Comparative analysis of 3D and 2D in vitro models of the permanent fish liver cell line RTL-W1: Metabolic capabilities and responses to xenobiotics.

In vitro models based on permanent fish liver cell lines have proven to be versatile tools for examining chemical biotransformation and toxicity. However, their in vivo relevance remains uncertain due to their potentially de-differentiated phenotype. Here, we investigate whether a 3D cell culture environment can restore hepatocyte-like properties of the Rainbow trout liver cell line RTL-W1. Utilizing ultralow attachment (ULA) microwell plates, we achieved controlled sizing and extended culture (3 weeks) of spheroidal aggregate cultures (spheroids). RTL-W1 cells within the spheroids remained viable and metabolically active, as confirmed by the CellTiter-Glo 3D assay. Transmission electron microscopy revealed that spheroids exhibit tissue-like arrangements, such as interdigitations, cell-cell junctions, and endo- or exocytic activity at the cell-cell interface. They also displayed ultrastructural characteristics typical of metabolically active cells/hepatocytes, including abundant endoplasmic reticulum (ER), Golgi apparatus, and mitochondria. RT-qPCR analysis showed upregulation of genes involved in xenobiotic and endogenous (lipid) metabolism in 3D cultures over time. Notably, for several genes, especially cyp1a, expression levels were significantly higher in spheroids than in monolayers cultured for the same duration. This was corroborated at the enzyme level by increased Cyp1a-dependent catalytic activity (EROD).

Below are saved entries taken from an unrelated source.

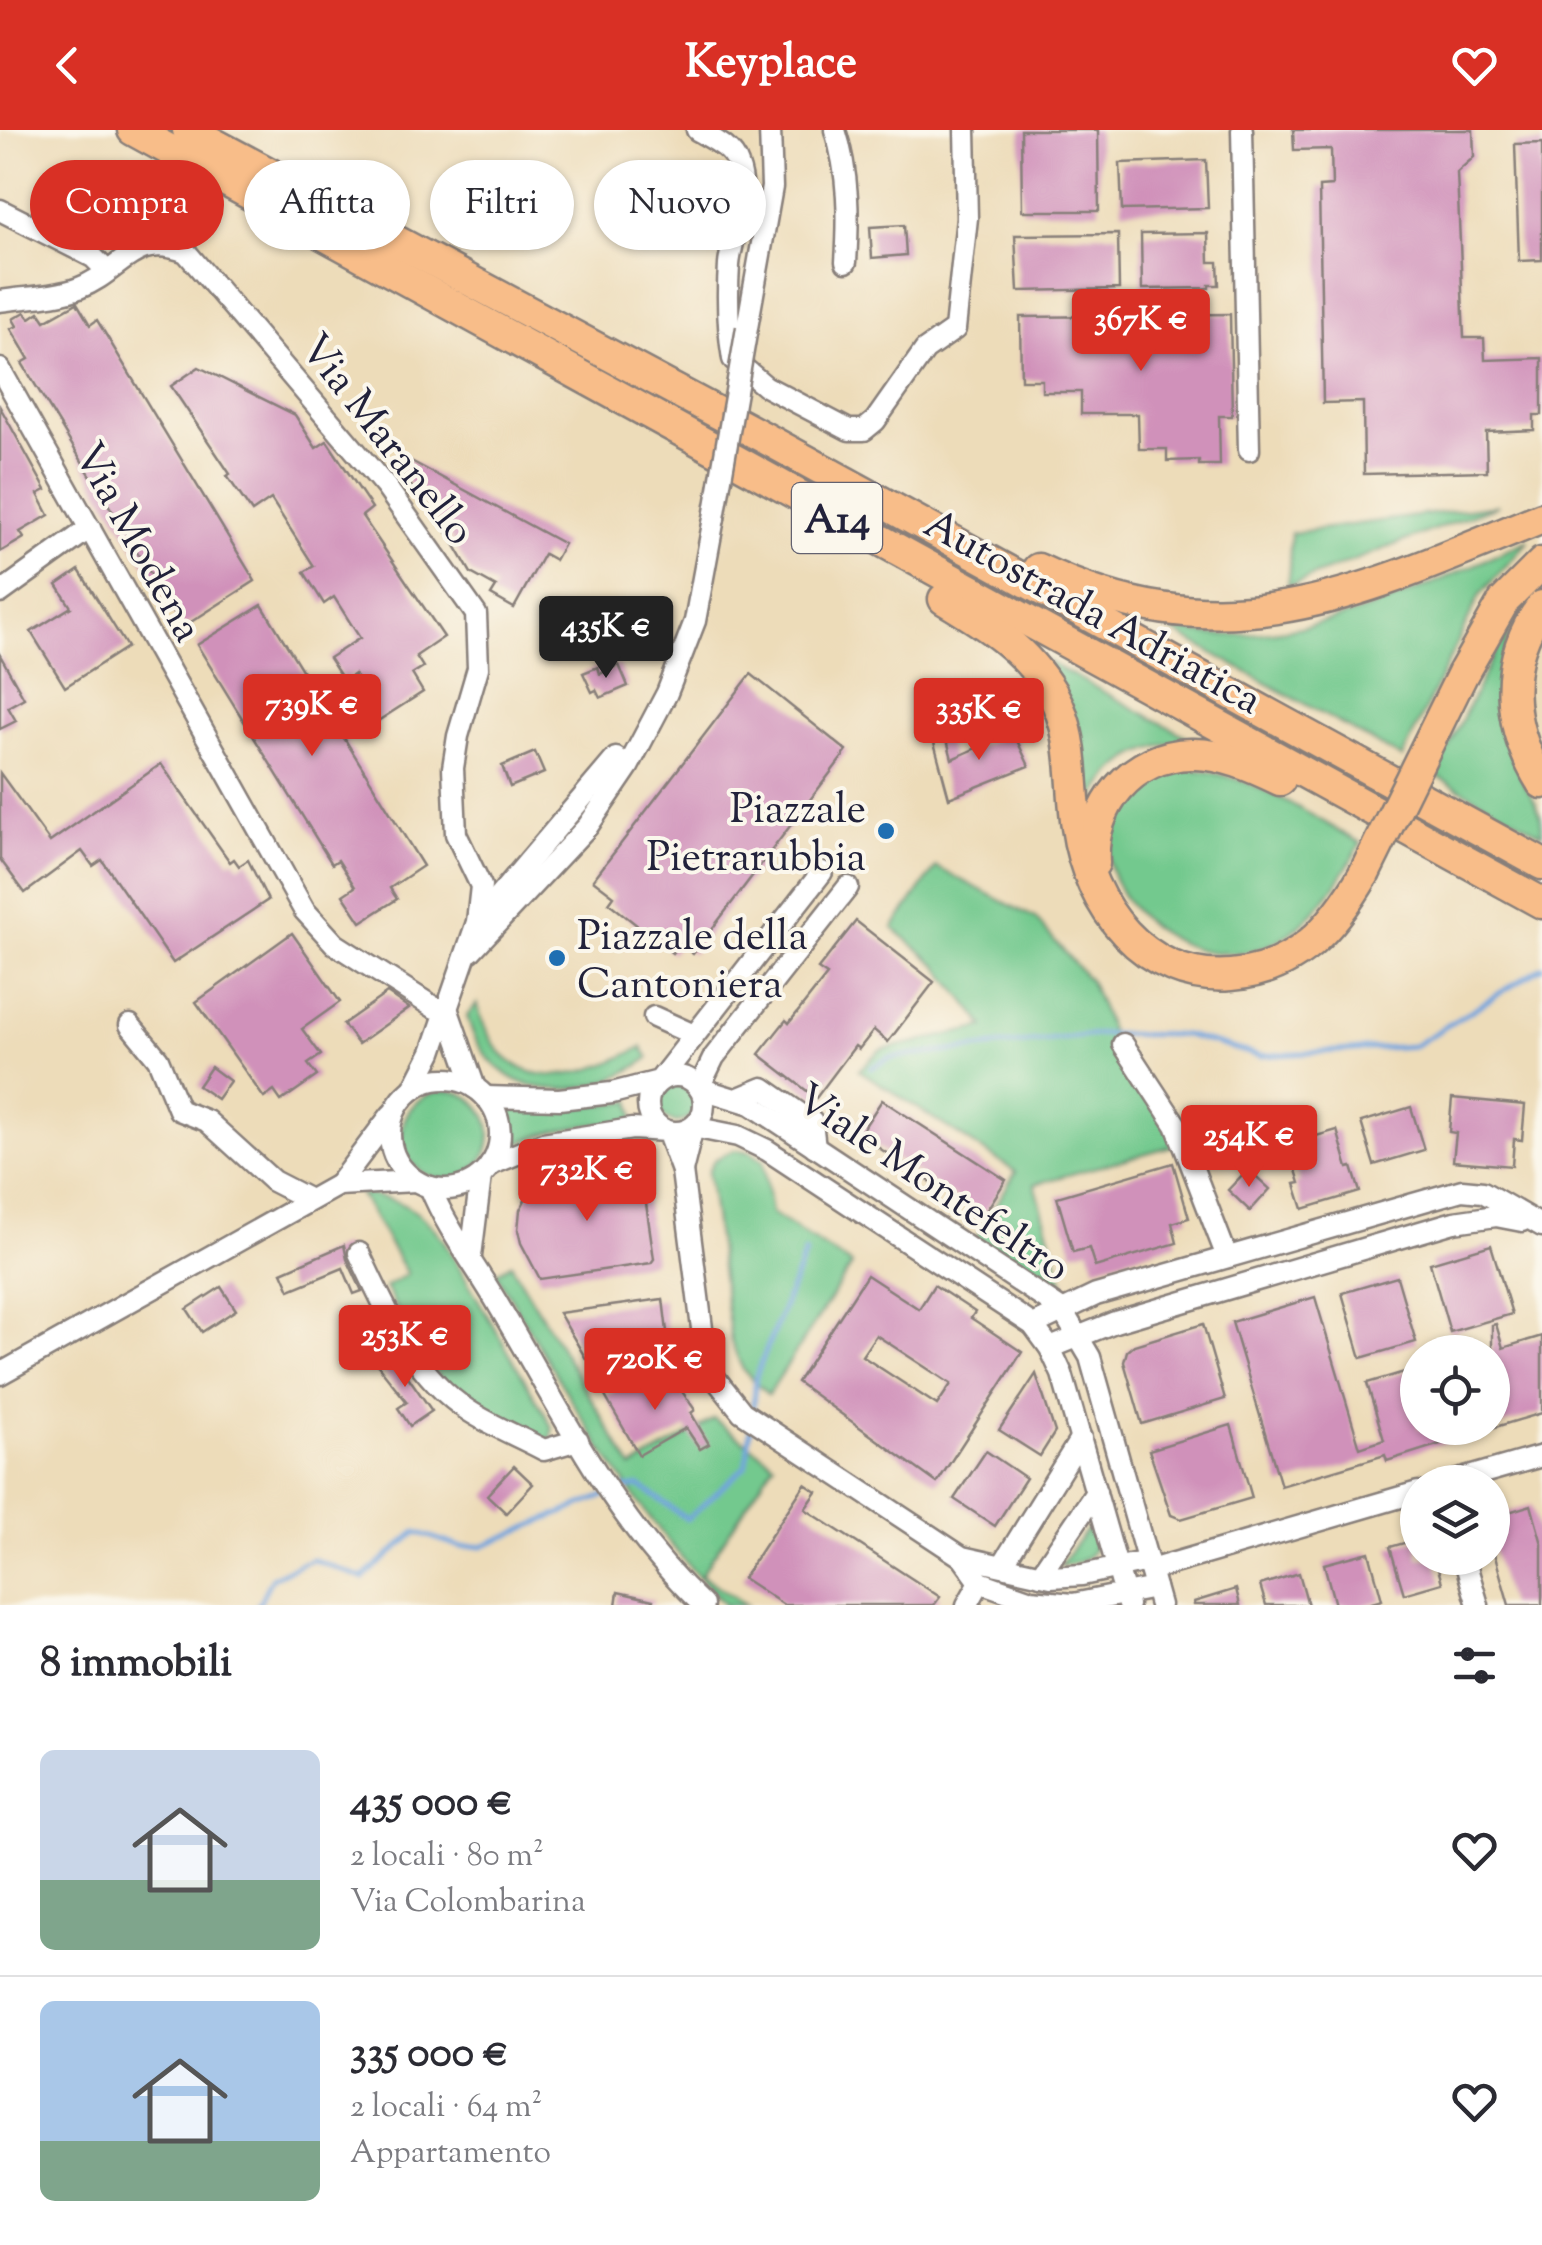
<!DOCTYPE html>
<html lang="it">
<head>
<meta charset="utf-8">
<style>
	body { margin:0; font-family:"Sorts Mill Goudy",serif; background:#f7f7f7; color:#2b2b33; height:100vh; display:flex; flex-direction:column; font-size:38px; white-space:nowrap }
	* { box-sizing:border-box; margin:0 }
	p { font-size:32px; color:#7c7c81 }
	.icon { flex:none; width:55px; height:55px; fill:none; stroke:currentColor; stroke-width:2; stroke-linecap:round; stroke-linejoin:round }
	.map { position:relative; height:1475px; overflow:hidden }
	.side { display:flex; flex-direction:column; background:#fff; flex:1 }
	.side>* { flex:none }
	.top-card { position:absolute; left:30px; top:30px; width:1000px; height:90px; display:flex; gap:20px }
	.tools { position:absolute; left:1400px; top:1205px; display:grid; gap:20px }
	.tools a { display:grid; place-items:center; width:110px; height:110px; border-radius:50%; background:#fff; box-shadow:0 2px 8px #0004; font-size:50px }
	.price { position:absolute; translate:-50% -85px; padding:0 22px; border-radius:10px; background:#d93025; color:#fff; font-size:32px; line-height:65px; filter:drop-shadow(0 2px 5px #0008) }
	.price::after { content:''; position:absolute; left:50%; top:60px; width:30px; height:22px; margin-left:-15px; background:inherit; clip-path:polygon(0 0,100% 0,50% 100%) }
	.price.active { background:#222; color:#fff }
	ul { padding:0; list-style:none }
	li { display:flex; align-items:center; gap:30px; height:250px; padding:0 40px }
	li+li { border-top:2px solid #e1e1e2 }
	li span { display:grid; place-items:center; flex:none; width:280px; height:200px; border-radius:15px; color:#555 }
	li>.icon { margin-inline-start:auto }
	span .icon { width:120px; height:120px; fill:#fffc; stroke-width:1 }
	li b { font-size:42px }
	h2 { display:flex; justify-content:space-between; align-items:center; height:120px; padding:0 40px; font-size:42px }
	.pill { padding:0 35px; border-radius:45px; background:#fff; box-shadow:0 2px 8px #0004; font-size:35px; line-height:90px }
	.pill.active { background:#d93025; color:#fff }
	header { display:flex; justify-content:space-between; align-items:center; height:130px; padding:0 40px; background:#d93025; color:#fff; font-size:45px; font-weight:700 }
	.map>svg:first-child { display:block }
</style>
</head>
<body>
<header><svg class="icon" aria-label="back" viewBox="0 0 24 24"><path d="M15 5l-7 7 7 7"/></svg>Keyplace<svg class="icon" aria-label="heart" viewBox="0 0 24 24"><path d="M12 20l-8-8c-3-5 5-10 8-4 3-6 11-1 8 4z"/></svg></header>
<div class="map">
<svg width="1542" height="1475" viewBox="0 0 1542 1475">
	<rect width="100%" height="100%" fill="#fbf7ec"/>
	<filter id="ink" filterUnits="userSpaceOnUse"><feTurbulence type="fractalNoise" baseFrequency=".01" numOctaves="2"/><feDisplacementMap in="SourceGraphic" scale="20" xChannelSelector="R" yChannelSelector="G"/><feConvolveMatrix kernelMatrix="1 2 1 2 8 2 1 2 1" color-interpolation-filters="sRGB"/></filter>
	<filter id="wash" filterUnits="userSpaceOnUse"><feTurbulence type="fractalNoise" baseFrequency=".0048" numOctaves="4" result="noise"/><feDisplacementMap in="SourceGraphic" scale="40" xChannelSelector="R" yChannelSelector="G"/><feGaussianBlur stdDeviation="2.25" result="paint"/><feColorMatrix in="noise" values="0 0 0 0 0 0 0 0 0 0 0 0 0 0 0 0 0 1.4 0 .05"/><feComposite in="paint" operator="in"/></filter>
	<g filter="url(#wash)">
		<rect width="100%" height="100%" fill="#eddcb9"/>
		<g fill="#73c98e" stroke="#4a7664" stroke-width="2.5">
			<path d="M1498,375L1288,456L1291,403Z"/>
			<path d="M1529,410L1480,465L1402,628L1167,498C1185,500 1203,505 1221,505C1330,507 1431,454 1529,410Z"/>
			<path d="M1514,483C1495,547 1495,584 1521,646C1532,672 1542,673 1542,704L1435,645Z"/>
			<path d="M1048,532L1193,610C1141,617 1111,629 1089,680Z"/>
			<path d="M1176,639C1245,638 1303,682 1361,713C1342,747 1322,779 1290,803C1176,884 1014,700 1176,639Z"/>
			<path d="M936,737L1035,788L1091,853L1115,912L1179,1014L1035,1054L1063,1152L1045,1150L976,1108L1016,1042L859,940L880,920L985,897L937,835L893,798Z"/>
			<path d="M477,874C502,968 574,954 642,917L649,928C585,975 491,975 467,886Z"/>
			<circle cx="677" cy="974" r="18"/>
			<circle cx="446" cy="1005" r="44"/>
			<path d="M631,971L634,990C591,995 550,997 512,1017L514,998L510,978L536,982Z"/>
			<path d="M734,1020L750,1022L763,1031L771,1083L852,1135L768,1265L743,1240L731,1212L708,1042L714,1030Z"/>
			<path d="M360,1064C396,1067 420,1079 442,1108L553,1298L552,1307L543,1312C517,1298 491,1286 467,1270C427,1245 406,1197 385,1157L407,1144Z"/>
			<path d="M511,1134L632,1338L714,1289L774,1333L701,1445L746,1475H725C629,1378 565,1260 496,1143Z"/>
			<path d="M1093,1391C1099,1420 1092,1434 1060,1435Z"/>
		</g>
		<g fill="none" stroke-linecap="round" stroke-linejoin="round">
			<g stroke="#72a4dd" stroke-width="5">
				<path d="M871,938L889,928L1104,904L1185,905L1260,926L1414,916L1542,837"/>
				<path d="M752,1283L756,1246L805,1123"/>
				<path d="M616,1360L640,1356L687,1389L746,1336L751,1294"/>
				<path d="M258,1475L272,1447L312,1429L363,1448L416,1402L461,1417L482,1416L606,1365"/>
			</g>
		</g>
		<g id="blocks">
			<g fill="#d091ba" fill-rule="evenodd">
				<path d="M1021,0H1098L1099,81H1022Z"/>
				<path d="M1293,0H1473L1474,27L1457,42L1464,208H1484L1485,230L1542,228V285H1534V300L1486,302L1487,341L1364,344L1363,272L1323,273L1319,57L1332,56L1331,19L1294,20Z"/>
				<path d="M1542,13V130L1519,131L1515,14Z"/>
				<path d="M1206,30L1208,78L1122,80L1120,33Z"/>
				<path d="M904,95L906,125L872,128L870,97Z"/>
				<path d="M1208,103L1209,132H1218L1219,155H1209V158L1142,159L1141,104Z"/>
				<path d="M1118,104L1119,159L1018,161L1015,105Z"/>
				<path d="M77,173L90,195L97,190L255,451L183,497L22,233L29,229L11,199L17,196L13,189L25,182L30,188L39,182L45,191Z"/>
				<path d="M1230,184L1232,286H1219L1220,335H1199V330L1167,331V319H1139L1138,284H1081V262H1042V250H1021L1020,187L1119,186L1120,205L1143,204L1142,185Z"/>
				<path d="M199,237L295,285L316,318L327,311L372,378L362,386L444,507L416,526L423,537L412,544L423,562L370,596L355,574L368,565L354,544L344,551L329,528L360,508L334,467L324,474L304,442L314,436L271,369L252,382L227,346L230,344L171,256Z"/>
				<path d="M0,277L46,360L38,364L49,385L20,402L24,408L0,422Z"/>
				<path d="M404,327L564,414L555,430L544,424L514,478L491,465L496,457L471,443L439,388L437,391L398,338Z"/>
				<path d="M79,440L127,517L65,557L31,502L71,477L57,455Z"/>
				<path d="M262,475L423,736L390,758L397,769L361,792L343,765L355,757L338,730L332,734L197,515Z"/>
				<path d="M0,525L24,568L8,577L16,591L0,599Z"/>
				<path d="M619,535L628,556L600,568L596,560L592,562L583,543L598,537L600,544Z"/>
				<path d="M751,544L847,621L693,824L680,814L672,823L609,773L614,766L593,750Z"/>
				<path d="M945,602L952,629L1013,602L1029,636L949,668L932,605Z"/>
				<path d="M535,622L544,643L510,657L502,636Z"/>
				<path d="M161,634L230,732L234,729L239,736L248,730L268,770L173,833L102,730L93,736L82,721L25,763L0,729V643L50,712Z"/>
				<path d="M856,791L934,852L888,912L874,900L859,919L855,916L816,968L759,924L786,890L789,893L827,845L818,839Z"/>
				<path d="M292,803L340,872L302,899L321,925L308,934L317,946L281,971L274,961L264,968L196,872Z"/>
				<path d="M387,863L409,878L358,914L343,894Z"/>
				<path d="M211,937L230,951L217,969L198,956Z"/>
				<path d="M1452,968L1525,975L1522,1010L1514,1009L1512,1036L1453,1031L1456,1003L1449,1002Z"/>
				<path d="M882,970L1006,1050L983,1086L859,1005Z"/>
				<path d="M1411,977L1424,1020L1374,1035L1361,992Z"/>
				<path d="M1337,1000L1348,1038L1352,1037L1360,1062L1303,1079L1295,1054L1300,1053L1288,1014Z"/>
				<path d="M1173,1033L1189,1088L1172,1093L1177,1113L1095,1137L1089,1118L1073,1122L1057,1067Z"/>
				<path d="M637,1038L642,1046L654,1129L651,1133L540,1149L521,1113L518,1100L520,1080L529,1062L545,1050Z"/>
				<path d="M1248,1039L1270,1059L1250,1081L1228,1060Z"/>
				<path d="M344,1115L347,1129L362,1161L354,1164L343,1138L290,1160L282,1142Z"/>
				<path d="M1491,1115L1512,1184L1450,1202L1430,1133Z"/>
				<path d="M867,1145L919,1179L934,1155L975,1182L971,1188L1022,1222L937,1353L797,1252ZM876,1205L951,1254L937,1275L862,1226Z"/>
				<path d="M1397,1147L1416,1212L1361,1228L1342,1163Z"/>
				<path d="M221,1157L236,1180L202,1202L187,1179Z"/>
				<path d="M1315,1167L1360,1318L1384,1310L1367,1253L1418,1238V1298H1481V1301L1387,1331L1385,1325L1281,1356L1232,1192Z"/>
				<path d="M663,1169L669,1218L586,1229L559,1183Z"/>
				<path d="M1203,1194L1225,1269L1142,1294L1124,1232L1127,1221L1134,1215Z"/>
				<path d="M1496,1194L1503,1218L1542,1206V1283L1492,1298V1195Z"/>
				<path d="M390,1221L432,1281L410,1296L398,1278L407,1272L376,1233Z"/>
				<path d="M667,1240L695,1280L691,1283L709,1314L700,1319L686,1298L639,1325L605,1266L629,1253L633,1260Z"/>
				<path d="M1036,1244L1055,1302L1040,1326L999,1300Z"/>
				<path d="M1231,1295L1252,1368L1181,1389L1171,1385L1149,1320Z"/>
				<path d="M986,1321L1026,1348L995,1396L954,1369Z"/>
				<path d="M514,1336L533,1354L506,1383L487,1365Z"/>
				<path d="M805,1354L817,1362L805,1379L940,1467L934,1475H784L743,1448Z"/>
				<path d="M1531,1375L1542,1414V1475H1509L1492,1416L1494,1392L1499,1385Z"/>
				<path d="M1418,1409V1428H1435L1442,1453L1404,1464L1390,1417Z"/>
				<path d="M1369,1422L1382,1470L1365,1475H1335L1324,1434Z"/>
				<path d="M1299,1443L1308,1475H1266L1260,1455Z"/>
				<path d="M1236,1459L1240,1475H1194V1472Z"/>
				<path d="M618,1462L653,1470L652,1475H616Z"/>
			</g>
		</g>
	</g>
	<g filter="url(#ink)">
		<use href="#blocks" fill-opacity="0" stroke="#887f7a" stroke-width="2.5"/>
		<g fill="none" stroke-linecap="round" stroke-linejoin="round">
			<defs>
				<g id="minor">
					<path d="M697,0C712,9 732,17 738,35C751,68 732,103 729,135C727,165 728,199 733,229L765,256L849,300H864L875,291L925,220L955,199L967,88L965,0"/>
					<path d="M835,0C849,44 849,87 846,132"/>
					<path d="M1242,0L1249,320"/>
					<path d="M0,80L93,127L107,141"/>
					<path d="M0,171C25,167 56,167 79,158C122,142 133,101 186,122L386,357L476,484L478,538L458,606L453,638L456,704L481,756L477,792L432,922L413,959"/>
					<path d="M747,198L772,57L770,0"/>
					<path d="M0,239L304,780L335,814L435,878H447"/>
					<path d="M0,463L90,398"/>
					<path d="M848,757L714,927L699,958L751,974L1062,1180L1090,1227L1160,1475"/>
					<path d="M477,792L616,628"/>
					<path d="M471,821L588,696L628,637L667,563L695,491L714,388"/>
					<path d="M447,878L475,958"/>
					<path d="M654,887L694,905"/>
					<path d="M130,895L158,929L179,980L207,991L273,1051L310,1070"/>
					<path d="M1123,914L1176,995L1227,1127"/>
					<circle cx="676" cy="974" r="28"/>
					<circle cx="445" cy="1004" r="55"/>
					<path d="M486,967L559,969L612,963L659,951L822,742"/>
					<path d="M739,968L763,958L812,992L815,1017"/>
					<path d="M490,1035L543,1013L632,999L667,1001L682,1041L693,997L738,1006L767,1020L1033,1195L1050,1218L1062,1244L1128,1475"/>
					<path d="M682,1041L705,1222L711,1243L742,1282L962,1427L1051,1447L1082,1445L1148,1431"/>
					<path d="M338,1055L391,985"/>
					<path d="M430,1057C447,1100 476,1136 499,1176C560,1279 615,1393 703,1475"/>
					<path d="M359,1123C386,1180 414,1246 469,1281C492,1296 520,1307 544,1320L578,1310"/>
					<path d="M471,1126L481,1046"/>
					<path d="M1033,1195L1096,1165L1462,1060L1483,1062L1542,1096"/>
					<path d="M1050,1218L1115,1192L1454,1092L1496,1086L1522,1091"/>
					<path d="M0,1244L338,1055L416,1051"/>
					<path d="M1451,1352L1542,1326"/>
					<path d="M962,1427L980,1452L1031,1470L1073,1474L1155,1458"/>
					<path d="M1464,1428L1478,1475"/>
					<path d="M1003,1434L1081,1308"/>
					<path d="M1150,1440L1418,1362"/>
					<path d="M1040,1445L1096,1362"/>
					<path d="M967,1475L980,1452"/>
				</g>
				<g id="highway">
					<path d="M133,0L1542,773"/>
					<path d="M188,0L763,307L1542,734"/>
					<path d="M1038,439C1230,530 1362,461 1542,388"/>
					<path d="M944,469C986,494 1026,519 1052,563C1076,605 1070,651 1077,697C1088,776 1145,852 1231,845C1297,840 1333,797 1364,744"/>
					<path d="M1542,476C1501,531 1507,596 1542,653"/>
					<path d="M1463,543L1504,471L1542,433"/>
					<path d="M1094,733C1090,676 1132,625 1191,624C1222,623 1253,637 1280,650"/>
				</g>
			</defs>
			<use href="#minor" stroke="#887f7a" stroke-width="25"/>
			<use href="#highway" stroke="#887f7a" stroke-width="35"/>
			<use href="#minor" stroke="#fff" stroke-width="20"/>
			<use href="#highway" stroke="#f8bd89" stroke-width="30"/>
			<defs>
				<path id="minor-bridge" d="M714,388L747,198"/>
				<path id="highway-bridge" d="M1364,744L1463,543"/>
			</defs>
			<use href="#minor-bridge" stroke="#887f7a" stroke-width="25" stroke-linecap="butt"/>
			<use href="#highway-bridge" stroke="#887f7a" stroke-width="35" stroke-linecap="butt"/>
			<use href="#minor-bridge" stroke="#fff" stroke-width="20"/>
			<use href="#highway-bridge" stroke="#f8bd89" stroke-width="30"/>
		</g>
	</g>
	<g fill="#1f6fb2" stroke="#fbf7ec" stroke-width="4">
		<circle cx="886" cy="701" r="10"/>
		<circle cx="557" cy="828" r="10"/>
	</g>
	<g text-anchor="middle" stroke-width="8" stroke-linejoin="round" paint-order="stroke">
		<rect fill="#fbf7ec" stroke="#636270" stroke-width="2.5" x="792" y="353" width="90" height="70" rx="8"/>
		<g font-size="40" font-weight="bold" fill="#22223b">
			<text x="837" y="402">A14</text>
		</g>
		<g font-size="42" fill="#22223b" stroke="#fbf7ec">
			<text transform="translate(389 308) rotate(52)" y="15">Via Maranello</text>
			<text transform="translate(140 411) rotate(61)" y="15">Via Modena</text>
			<text transform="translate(1094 480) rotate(29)" y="15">Autostrada Adriatica</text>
			<text transform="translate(934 1051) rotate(34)" y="15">Viale Montefeltro</text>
		</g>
		<g font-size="42" fill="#22223b" stroke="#fbf7ec" text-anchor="end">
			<text x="866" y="692">Piazzale<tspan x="866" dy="48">Pietrarubbia</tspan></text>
			<text x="577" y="819" text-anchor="start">Piazzale della<tspan x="577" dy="48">Cantoniera</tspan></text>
		</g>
	</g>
</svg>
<div class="tools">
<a><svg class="icon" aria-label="locate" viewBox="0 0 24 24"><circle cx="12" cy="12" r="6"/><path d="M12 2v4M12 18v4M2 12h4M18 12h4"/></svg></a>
<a><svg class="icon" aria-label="layers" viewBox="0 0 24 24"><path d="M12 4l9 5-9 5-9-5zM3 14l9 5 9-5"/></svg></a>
</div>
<b class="price" style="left:1141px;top:244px">367K €</b>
<b class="price active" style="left:606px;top:551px">435K €</b>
<b class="price" style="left:312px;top:629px">739K €</b>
<b class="price" style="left:979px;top:633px">335K €</b>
<b class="price" style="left:1249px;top:1060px">254K €</b>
<b class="price" style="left:587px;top:1094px">732K €</b>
<b class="price" style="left:405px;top:1260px">253K €</b>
<b class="price" style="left:655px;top:1283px">720K €</b>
<div class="top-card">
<a class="pill active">Compra</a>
<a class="pill">Affitta</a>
<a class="pill">Filtri</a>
<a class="pill">Nuovo</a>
</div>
</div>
<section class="side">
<h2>8 immobili<svg class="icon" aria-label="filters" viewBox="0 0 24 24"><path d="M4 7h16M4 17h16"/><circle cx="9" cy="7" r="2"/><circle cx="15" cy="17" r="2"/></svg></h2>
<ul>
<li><span style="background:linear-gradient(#c9d6e8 65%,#7fa58c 0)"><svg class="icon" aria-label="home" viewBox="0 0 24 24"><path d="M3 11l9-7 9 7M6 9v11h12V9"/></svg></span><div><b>435 000 €</b><p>2 locali · 80 m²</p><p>Via Colombarina</p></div><svg class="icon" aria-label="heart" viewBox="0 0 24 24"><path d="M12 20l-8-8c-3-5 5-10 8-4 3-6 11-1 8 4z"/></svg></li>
<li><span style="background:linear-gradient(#a9c7e8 70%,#7fa58c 0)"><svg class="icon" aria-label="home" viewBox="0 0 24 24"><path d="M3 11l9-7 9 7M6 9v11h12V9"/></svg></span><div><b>335 000 €</b><p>2 locali · 64 m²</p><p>Appartamento</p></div><svg class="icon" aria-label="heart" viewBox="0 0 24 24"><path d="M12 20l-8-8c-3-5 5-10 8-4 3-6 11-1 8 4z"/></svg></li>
</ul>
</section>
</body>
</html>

Interestingly, increased Cyp1a expression did not lead to heightened susceptibility to benzo[a]pyrene toxicity, which requires bioactivation. However, RTL-W1 3D and 2D cell cultures exhibited differential susceptibility to toxicity from other model chemicals, such as the surfactant SDS and the metal copper (Cu). These findings support the hypothesis that RTL-W1 cells can re-differentiate to a hepatocyte-like phenotype when cultured in a 3D configuration and may exhibit distinct biological responses upon exposure to xenobiotics. Overall, this study advances our understanding of the potential of cell line-derived 3D in vitro models for research and providing more physiologically relevant data for regulatory contexts.